From: "Theodore Ts'o" <tytso@mit.edu>
To: Zhang Yi <yi.zhang@huaweicloud.com>
Cc: Zhihao Cheng <chengzhihao1@huawei.com>,
linux-ext4@vger.kernel.org, adilger.kernel@dilger.ca,
jack@suse.cz, yi.zhang@huawei.com, yukuai3@huawei.com
Subject: Re: [PATCH v3 4/6] jbd2: Fix wrongly judgement for buffer head removing while doing checkpoint
Date: Wed, 14 Jun 2023 16:37:40 -0400 [thread overview]
Message-ID: <20230614203740.GE51259@mit.edu> (raw)
In-Reply-To: <1033cd3b-e41f-e4e0-c2ee-c4b23979208a@huaweicloud.com>
[-- Attachment #1: Type: text/plain, Size: 1943 bytes --]
On Wed, Jun 14, 2023 at 09:25:28PM +0800, Zhang Yi wrote:
>
> Sorry about the regression, I found that this issue is not introduced
> by the first patch in this patch series ("jbd2: recheck chechpointing
> non-dirty buffer"), is d9eafe0afafa ("jbd2: factor out journal
> initialization from journal_get_superblock()") [1] on your dev branch.
>
> The problem is the journal super block had been failed to write out
> due to IO fault, it's uptodate bit was cleared by
> end_buffer_write_syn() and didn't reset yet in jbd2_write_superblock().

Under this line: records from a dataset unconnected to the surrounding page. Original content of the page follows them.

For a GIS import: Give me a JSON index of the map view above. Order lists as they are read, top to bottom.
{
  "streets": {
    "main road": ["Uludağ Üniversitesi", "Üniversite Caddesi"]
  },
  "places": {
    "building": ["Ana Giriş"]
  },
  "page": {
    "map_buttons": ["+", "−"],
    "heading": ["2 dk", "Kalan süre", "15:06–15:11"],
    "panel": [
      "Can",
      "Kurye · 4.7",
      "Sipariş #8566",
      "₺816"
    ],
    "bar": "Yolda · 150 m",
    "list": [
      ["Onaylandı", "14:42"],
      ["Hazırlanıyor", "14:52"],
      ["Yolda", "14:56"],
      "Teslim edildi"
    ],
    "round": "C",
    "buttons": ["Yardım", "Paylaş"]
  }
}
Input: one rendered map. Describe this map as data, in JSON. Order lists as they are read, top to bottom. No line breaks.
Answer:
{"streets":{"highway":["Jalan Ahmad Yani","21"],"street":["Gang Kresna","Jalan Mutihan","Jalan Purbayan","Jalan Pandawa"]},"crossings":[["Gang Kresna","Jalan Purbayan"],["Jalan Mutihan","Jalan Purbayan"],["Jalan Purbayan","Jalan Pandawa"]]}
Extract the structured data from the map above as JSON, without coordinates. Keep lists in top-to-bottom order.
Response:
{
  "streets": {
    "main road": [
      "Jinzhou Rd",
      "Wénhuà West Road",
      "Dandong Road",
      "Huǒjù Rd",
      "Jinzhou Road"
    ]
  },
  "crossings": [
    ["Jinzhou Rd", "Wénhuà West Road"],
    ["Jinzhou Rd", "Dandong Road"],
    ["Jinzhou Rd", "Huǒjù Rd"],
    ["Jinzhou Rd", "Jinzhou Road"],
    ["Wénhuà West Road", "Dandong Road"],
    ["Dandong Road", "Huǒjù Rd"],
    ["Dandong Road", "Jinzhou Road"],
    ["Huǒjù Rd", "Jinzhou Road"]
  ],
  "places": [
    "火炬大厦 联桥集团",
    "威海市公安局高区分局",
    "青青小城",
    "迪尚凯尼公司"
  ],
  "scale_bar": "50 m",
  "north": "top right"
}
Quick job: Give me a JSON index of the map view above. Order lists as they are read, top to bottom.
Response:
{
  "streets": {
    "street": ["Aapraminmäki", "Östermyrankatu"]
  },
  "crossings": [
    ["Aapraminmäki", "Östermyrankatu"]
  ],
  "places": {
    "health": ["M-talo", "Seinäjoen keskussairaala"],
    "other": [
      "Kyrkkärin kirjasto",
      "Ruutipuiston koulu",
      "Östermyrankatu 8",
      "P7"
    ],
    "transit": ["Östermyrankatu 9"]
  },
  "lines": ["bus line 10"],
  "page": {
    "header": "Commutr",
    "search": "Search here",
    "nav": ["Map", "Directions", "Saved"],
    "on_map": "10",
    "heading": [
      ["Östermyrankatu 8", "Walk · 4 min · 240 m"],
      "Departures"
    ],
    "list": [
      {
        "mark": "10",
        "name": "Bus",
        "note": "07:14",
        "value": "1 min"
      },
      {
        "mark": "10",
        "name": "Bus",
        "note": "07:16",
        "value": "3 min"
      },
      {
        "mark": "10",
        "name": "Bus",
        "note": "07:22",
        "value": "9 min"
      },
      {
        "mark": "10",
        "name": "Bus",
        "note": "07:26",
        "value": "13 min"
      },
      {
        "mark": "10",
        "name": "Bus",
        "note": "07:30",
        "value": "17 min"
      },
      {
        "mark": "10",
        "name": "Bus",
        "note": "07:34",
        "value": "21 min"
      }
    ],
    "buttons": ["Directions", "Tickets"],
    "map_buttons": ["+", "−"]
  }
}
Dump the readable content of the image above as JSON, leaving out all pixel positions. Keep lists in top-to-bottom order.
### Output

> And it raced by jbd2_journal_revoke()->jbd2_journal_set_features()->
> jbd2_journal_check_used_features()->journal_get_superblock()->bh_read(),
> unfortunately, the read IO is also fail, so the error handling in
> journal_fail_superblock() clear the journal->j_sb_buffer, finally lead
> to above NULL pointer dereference issue.
Thanks for looking into this. What I believe you are saying is that
the root cause is that earlier patch, but it is still something about
the patch "jbd2: recheck chechpointing non-dirty buffer" which is
changing the timing enough that we're hitting this buffer (because
without the "recheck checkpointing" patch, I'm not seeing the NULL
pointer dereference.
As far as the e2fsck bug that was causing it to hang in the ext4/adv
test scenario, the patch was a simple one, and I have also checked in
a test case which was a reliable reproducer of the problem. (See
attached for the patches and more detail.)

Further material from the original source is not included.